The company gained FDA clearance of the device, based largely on a predicate device, called the Flowguard, which the company acquired through its 2001 acquisition of Cardiosonix (Hod Hasharon, Israel). The next step is to put the Quantix/OR through its clinical trial paces as a marketing strategy to demonstrate effectiveness. David Bupp, president and chief executive officer of Neoprobe, says that the marketing clearance and commencement of clinical work on the device "will supplement the evaluations already under way in Europe and Asia and will support our efforts to develop a U.S. market for the Quantix/OR through one or more established national sales representative organizations." Overall, Larson says that Neoprobe's focus is on expanding the device approach to this procedure far beyond the current 15% penetration of the market by the competing systems.

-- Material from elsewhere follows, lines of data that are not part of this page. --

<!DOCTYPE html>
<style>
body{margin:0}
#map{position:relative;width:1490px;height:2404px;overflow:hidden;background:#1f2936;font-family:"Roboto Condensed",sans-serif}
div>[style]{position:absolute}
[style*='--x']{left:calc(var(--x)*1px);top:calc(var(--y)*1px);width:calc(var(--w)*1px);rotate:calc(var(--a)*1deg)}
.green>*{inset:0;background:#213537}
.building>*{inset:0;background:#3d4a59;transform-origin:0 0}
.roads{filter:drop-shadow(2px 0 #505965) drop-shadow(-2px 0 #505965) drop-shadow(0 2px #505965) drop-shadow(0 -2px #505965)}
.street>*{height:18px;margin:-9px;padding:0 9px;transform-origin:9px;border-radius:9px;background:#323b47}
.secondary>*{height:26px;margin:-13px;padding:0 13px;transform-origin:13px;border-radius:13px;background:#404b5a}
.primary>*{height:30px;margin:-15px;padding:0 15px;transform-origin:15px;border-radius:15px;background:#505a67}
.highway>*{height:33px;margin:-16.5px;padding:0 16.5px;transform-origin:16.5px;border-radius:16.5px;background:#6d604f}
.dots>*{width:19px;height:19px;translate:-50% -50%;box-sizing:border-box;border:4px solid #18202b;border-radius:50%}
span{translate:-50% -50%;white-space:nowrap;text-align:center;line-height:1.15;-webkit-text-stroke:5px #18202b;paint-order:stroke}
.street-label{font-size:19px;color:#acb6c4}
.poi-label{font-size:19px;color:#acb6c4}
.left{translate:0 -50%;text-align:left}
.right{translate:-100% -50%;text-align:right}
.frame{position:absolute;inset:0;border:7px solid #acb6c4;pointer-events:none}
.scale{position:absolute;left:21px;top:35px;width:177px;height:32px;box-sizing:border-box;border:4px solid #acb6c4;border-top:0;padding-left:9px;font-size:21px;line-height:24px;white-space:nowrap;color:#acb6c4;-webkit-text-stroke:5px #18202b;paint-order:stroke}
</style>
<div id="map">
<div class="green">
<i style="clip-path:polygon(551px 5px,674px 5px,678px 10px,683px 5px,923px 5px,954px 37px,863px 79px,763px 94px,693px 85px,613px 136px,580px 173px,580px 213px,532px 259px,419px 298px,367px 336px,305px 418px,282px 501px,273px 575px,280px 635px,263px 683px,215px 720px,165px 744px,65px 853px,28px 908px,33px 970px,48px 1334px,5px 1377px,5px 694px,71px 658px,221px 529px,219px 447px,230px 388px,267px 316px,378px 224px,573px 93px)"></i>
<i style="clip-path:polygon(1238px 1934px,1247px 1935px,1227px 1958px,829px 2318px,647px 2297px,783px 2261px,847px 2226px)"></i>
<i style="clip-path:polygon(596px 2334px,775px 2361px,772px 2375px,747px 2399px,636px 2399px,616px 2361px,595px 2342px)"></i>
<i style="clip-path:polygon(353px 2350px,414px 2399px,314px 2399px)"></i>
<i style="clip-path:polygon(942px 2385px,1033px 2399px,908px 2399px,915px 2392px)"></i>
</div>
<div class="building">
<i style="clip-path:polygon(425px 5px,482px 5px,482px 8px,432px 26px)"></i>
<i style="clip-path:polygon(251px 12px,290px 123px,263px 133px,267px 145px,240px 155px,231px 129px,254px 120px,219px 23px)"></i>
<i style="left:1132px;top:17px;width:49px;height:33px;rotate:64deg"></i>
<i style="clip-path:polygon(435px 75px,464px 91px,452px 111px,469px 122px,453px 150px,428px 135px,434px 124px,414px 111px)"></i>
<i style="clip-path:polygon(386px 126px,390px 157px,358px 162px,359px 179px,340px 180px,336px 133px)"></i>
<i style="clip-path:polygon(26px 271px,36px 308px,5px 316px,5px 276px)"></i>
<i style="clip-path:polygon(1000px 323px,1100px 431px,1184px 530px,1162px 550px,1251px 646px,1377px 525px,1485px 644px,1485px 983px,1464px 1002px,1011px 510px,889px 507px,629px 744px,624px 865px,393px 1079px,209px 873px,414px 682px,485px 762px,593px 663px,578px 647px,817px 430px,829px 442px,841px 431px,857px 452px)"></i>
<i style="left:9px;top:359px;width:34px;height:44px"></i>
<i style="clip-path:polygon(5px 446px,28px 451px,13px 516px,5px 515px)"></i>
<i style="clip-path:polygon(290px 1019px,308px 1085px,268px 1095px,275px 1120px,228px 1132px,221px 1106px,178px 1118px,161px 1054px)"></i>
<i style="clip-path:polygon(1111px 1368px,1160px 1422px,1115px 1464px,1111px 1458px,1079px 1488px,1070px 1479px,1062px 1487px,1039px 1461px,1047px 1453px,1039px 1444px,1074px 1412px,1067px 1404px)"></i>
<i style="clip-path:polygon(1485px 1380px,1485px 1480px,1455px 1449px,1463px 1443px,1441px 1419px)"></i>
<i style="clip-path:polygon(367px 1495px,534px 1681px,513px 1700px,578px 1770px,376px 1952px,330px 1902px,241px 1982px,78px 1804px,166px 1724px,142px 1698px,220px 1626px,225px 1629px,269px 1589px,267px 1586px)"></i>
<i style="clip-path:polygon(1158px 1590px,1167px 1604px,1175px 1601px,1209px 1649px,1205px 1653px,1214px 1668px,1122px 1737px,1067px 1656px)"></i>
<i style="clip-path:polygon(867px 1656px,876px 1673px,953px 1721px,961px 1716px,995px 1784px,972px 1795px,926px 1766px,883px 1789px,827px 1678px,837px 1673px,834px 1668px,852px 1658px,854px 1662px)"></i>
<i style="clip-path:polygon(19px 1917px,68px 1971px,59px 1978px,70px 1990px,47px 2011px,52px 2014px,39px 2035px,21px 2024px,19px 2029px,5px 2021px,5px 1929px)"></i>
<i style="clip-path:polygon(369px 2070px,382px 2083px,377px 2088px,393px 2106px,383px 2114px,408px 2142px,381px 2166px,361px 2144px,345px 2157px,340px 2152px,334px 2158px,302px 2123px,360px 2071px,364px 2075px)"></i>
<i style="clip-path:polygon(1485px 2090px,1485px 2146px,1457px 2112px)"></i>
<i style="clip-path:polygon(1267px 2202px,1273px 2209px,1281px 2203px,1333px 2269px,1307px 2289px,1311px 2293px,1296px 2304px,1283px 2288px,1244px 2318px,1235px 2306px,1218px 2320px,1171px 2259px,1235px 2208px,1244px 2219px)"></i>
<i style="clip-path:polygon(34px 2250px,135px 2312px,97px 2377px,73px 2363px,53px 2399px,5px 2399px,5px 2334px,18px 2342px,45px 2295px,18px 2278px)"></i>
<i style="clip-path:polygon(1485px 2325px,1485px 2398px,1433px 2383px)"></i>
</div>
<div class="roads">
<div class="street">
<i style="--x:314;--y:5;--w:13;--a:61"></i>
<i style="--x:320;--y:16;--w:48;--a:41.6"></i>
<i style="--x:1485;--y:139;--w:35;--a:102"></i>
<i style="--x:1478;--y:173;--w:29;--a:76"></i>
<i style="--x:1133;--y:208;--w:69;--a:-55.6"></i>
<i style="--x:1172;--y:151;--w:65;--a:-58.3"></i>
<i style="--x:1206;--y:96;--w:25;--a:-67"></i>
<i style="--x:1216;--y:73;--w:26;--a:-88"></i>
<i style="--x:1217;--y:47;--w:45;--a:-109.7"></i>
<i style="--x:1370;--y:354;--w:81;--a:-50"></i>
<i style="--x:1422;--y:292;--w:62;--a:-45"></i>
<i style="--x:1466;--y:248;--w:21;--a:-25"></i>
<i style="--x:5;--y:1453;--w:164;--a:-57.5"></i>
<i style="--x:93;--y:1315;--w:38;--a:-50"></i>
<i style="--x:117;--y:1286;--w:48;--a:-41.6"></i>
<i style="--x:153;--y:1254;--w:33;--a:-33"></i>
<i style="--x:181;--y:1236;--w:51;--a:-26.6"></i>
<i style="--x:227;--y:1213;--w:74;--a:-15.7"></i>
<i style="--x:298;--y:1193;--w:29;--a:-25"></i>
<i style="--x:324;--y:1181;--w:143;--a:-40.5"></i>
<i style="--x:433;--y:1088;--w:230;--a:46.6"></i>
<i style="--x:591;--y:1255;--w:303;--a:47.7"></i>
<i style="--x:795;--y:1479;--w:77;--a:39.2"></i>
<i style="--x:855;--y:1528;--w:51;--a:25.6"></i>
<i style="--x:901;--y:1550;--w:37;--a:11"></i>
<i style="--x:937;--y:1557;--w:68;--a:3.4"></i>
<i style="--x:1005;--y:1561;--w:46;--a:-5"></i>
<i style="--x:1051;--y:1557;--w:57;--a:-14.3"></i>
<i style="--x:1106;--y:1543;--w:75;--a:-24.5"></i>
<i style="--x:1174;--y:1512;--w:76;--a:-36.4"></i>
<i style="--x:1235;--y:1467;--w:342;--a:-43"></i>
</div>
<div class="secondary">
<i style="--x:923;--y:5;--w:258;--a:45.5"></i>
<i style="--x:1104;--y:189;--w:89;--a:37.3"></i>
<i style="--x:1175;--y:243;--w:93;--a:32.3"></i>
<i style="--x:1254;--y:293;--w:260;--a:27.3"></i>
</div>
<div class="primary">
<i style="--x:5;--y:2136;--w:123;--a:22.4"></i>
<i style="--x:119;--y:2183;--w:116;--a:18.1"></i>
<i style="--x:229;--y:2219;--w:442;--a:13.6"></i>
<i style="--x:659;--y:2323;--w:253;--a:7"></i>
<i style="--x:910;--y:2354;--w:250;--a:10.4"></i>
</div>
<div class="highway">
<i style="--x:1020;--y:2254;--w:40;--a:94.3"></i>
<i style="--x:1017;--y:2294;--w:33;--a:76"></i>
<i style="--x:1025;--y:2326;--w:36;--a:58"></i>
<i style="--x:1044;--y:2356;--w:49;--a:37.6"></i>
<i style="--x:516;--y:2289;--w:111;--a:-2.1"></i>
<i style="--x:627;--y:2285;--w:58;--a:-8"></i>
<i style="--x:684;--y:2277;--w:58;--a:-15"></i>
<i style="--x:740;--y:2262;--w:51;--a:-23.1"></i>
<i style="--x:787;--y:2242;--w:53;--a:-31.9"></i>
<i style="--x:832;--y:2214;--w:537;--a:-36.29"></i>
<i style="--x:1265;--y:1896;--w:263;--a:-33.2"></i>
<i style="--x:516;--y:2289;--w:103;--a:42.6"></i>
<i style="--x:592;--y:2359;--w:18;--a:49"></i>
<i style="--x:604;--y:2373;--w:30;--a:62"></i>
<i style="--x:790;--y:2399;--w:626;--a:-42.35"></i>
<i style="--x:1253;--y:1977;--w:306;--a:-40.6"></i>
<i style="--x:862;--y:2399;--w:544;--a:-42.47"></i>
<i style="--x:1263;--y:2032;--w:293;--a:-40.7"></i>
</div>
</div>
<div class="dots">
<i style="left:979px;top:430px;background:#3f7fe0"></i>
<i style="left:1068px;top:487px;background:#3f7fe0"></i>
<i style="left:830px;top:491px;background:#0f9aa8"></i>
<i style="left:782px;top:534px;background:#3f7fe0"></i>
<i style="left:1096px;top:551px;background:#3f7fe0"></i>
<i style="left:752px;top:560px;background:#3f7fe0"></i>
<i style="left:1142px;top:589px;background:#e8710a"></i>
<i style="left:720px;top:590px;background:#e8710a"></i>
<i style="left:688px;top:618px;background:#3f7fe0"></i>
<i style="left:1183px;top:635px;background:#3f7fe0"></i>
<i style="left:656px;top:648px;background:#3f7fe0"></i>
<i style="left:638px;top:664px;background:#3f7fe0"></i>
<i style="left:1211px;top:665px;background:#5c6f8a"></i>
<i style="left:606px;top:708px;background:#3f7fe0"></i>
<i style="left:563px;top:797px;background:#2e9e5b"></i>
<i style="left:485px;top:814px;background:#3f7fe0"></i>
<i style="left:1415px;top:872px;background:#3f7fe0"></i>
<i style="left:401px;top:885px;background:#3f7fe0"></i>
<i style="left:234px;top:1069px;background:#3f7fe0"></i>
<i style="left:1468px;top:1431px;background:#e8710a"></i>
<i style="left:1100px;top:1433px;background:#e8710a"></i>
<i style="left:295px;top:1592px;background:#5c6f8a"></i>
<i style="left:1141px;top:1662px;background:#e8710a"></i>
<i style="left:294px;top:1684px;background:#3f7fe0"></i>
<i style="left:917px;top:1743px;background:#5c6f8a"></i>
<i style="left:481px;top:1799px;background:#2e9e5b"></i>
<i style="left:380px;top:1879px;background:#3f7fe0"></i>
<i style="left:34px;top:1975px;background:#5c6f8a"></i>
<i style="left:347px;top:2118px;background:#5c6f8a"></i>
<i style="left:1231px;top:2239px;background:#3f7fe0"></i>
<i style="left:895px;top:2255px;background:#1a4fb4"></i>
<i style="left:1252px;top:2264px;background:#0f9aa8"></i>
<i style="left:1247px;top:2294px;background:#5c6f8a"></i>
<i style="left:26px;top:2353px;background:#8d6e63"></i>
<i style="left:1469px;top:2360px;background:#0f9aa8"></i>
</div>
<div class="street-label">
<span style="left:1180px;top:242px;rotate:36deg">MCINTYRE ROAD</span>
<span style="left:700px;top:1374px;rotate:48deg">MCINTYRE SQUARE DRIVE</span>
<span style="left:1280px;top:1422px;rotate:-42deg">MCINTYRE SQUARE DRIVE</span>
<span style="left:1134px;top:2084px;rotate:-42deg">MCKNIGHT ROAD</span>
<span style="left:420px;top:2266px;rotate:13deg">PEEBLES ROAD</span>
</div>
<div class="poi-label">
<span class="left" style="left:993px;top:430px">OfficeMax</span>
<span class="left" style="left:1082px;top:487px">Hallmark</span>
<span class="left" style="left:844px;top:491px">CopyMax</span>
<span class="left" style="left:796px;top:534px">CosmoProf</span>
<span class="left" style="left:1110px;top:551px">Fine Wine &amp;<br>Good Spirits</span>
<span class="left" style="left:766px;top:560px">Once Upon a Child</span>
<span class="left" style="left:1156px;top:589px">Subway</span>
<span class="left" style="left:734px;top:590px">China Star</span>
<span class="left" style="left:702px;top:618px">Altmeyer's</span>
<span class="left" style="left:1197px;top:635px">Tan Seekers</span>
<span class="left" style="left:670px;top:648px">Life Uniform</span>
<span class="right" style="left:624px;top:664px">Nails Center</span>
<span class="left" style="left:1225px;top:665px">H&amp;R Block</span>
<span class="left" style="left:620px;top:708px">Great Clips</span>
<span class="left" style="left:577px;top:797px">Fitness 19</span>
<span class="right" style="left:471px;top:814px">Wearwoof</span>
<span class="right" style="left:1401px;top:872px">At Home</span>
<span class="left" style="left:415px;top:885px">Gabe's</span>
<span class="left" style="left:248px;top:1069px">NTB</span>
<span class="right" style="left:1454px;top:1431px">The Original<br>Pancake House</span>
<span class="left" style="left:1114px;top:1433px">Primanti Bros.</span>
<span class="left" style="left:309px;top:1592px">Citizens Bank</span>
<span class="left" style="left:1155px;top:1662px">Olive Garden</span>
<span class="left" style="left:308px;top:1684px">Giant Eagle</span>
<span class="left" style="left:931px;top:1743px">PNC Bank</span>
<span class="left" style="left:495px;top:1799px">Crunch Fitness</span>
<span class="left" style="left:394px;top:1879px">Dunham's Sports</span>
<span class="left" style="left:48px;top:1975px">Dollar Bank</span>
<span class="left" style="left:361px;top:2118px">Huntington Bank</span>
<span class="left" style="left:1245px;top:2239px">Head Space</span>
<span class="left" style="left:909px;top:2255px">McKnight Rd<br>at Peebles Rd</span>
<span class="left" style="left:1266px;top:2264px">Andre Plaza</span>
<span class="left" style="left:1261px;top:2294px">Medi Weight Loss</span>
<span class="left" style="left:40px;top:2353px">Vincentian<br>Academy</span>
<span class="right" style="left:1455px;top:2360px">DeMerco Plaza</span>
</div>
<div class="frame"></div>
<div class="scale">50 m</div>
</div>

Medical Carbon launches aspirin study
Medical Carbon Research Institute (MCRI; Austin, Texas), manufacturer of the On-X Prosthetic Heart Valve, reported launch of a clinical study under an aspirin-only anticoagulation protocol. The protocol was approved by the German Ethics Commission (Freiburg, Germany) and by the individual participating German hospitals' local ethics committees. This is the first aspirin-only study on mechanical heart valves approved by any regulatory agency, MCRI said.
"The significance of this study is that it may prove material and mechanical valve technologies have evolved to make it possible to implant valves for the life of the patient, without the burden of chronic anticoagulation and its associated complications," said Sidney Levitsky, MD, Cheever professor of surgery at Harvard Medical School and director of cardiothoracic surgery for CARE Group (both Boston, Massachusetts). "It appears that the On-X valve's pure carbon surface may not activate the blood's natural coagulation process, making the valve potentially less susceptible to clotting than other types of mechanical valves presently in use. In addition, the valve's unique design reduces blood turbulence that can also cause clotting."
He added that the study is particularly important for elderly patients who show increased complications with the use of warfarin. "This is a well-controlled study that was initiated because of the On-X valve's previous clinical trial results and further supported by interim data from an ongoing clinical trial in South Africa," Levitsky said.
According to the American College of Cardiology and the American Heart Association "Guidelines for Management of Patients With Valvular Heart Disease," three months postoperative aspirin-only anticoagulation therapy is the standard of care for most animal tissue valve replacements. Mechanical valve postoperative anticoagulation mandates the use of warfarin. Although warfarin has a long history of safe use, it has the potential side effect of bleeding.
Studies with antiplatelet agents or no anticoagulation have been conducted with other mechanical valves, but the results have not justified a modification in the postoperative use of warfarin for those mechanical valves. "What makes the On-X valve different is the pure carbon material developed exclusively for this valve as well as the reduced turbulence made possible by the valve's hemodynamic design," said Jack Bokros, PhD, MCRI's founder and chief executive officer. "The study could provide empirical evidence that the On-X valve has crossed the threshold between anticoagulation-related complications associated with other mechanical valves and the limited life of animal tissue valves."